(Sept. 17, 2021) We’re about to embark on the best time of the year.

The best months, the best season, warmest water, best potential for waves, least crowd factor, no surf restrictions, humidity on the downside, drier air, less working hours for some, and hopefully more water time and more time to surf.

It’s almost like the summer time is still going on with all the advantages and no disadvantages.

There are those that claim that hurricane season is the surf season. This is understandable, but in my opinion, there is no actual surf season or season for surf. It can happen at any time of the year.

The hype is the potential of the hurricane swell. Sometimes, everything comes together.

The storm will stay well out to sea, not threaten any land and the people and structures that are there. It will arrive at a good angle, be accepted by a favorable sandbar or reef on the floor of the ocean near the shore and produce a nicely breaking wave.

Winds on the beach will come together to assist in the combination of events that go into the “formula” of a well-breaking wave.

As can be seen, a lot of factors need to combine to produce the ideal scenario.

This chain of events doesn’t happen that often. It becomes rare and almost mythical. Ah, but it’s the potential.

The potential is what keeps us looking and hoping. It’s the boon and the bane, all part of the allure and the frustration.

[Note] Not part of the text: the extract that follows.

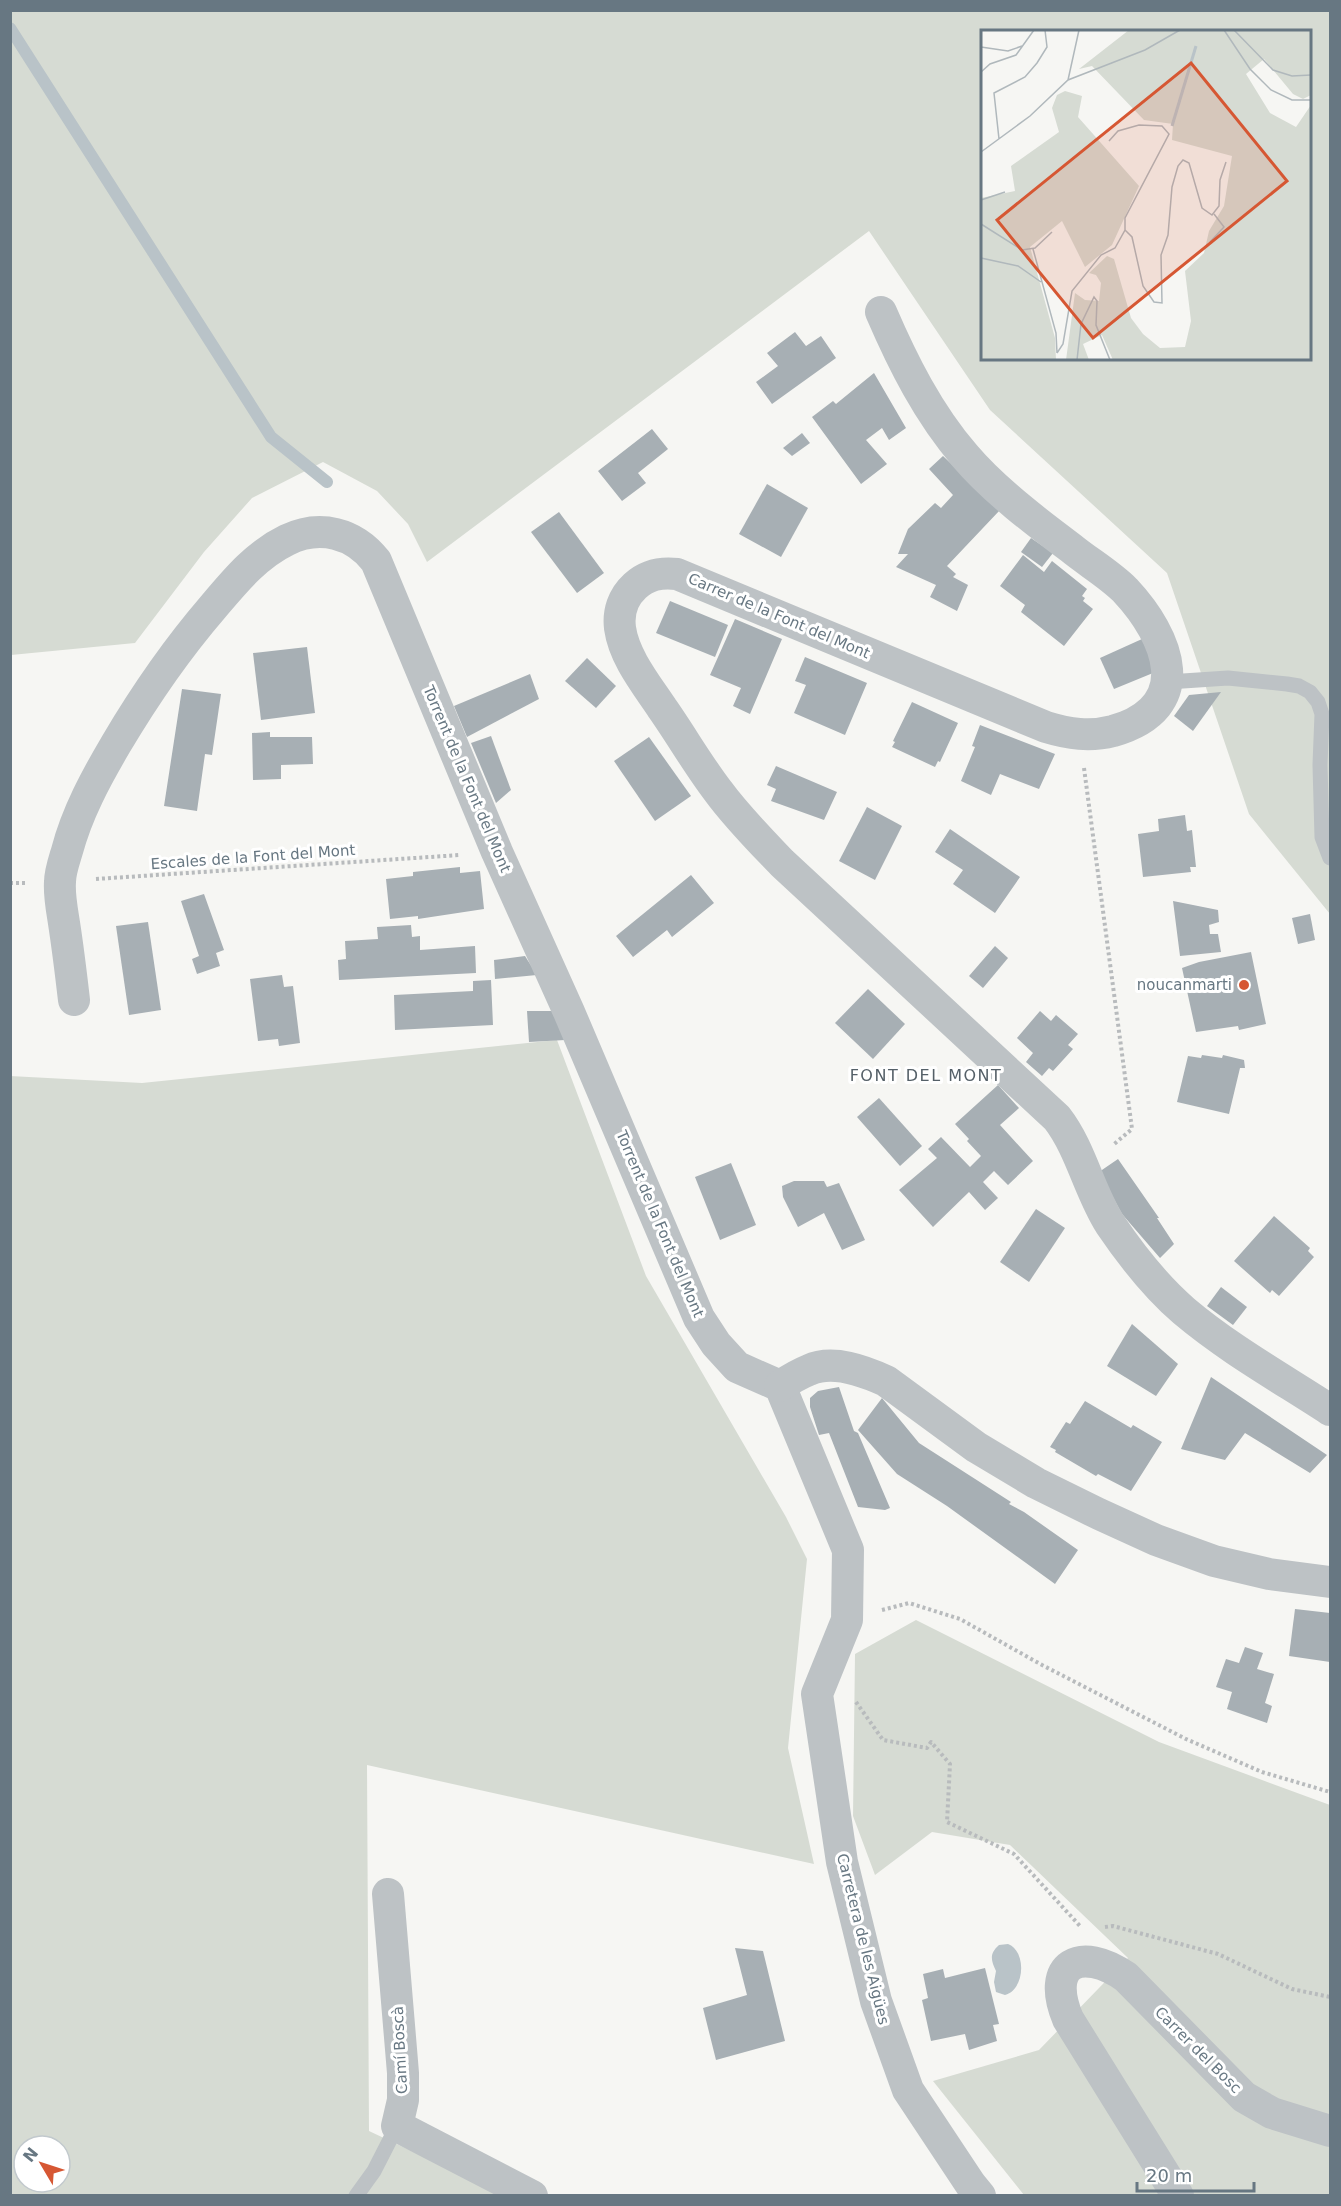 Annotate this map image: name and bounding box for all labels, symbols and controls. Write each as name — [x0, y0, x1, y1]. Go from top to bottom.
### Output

We recently had a situation in August when Henri moved north out to sea.

Henri was a named tropical storm/hurricane. It produced overhead waves at times and coincided with an Eastern Surfing Association-Delmarva district contest.

At times, there were some good ones to be had although a lot of waves closed out, coming over all at once. Unfortunately, our sandbars are such that they can only handle so much swell unless the angle of the swell is just right as it approaches the beach.

Again, it’s all about the potential. Whether it be from a named storm or a more local weather system, that potential is always there, always a factor.

Oft times, we’ll get waves from these weather systems that don’t receive the hype. Combine this with the advantages that the fall season brings, as in the lessening of crowds, lack of restrictions, warm water and bingo! The mixture becomes more inviting.

Technically speaking, hurricane season goes from June through November, with the historical statistical peak occurring in mid-September.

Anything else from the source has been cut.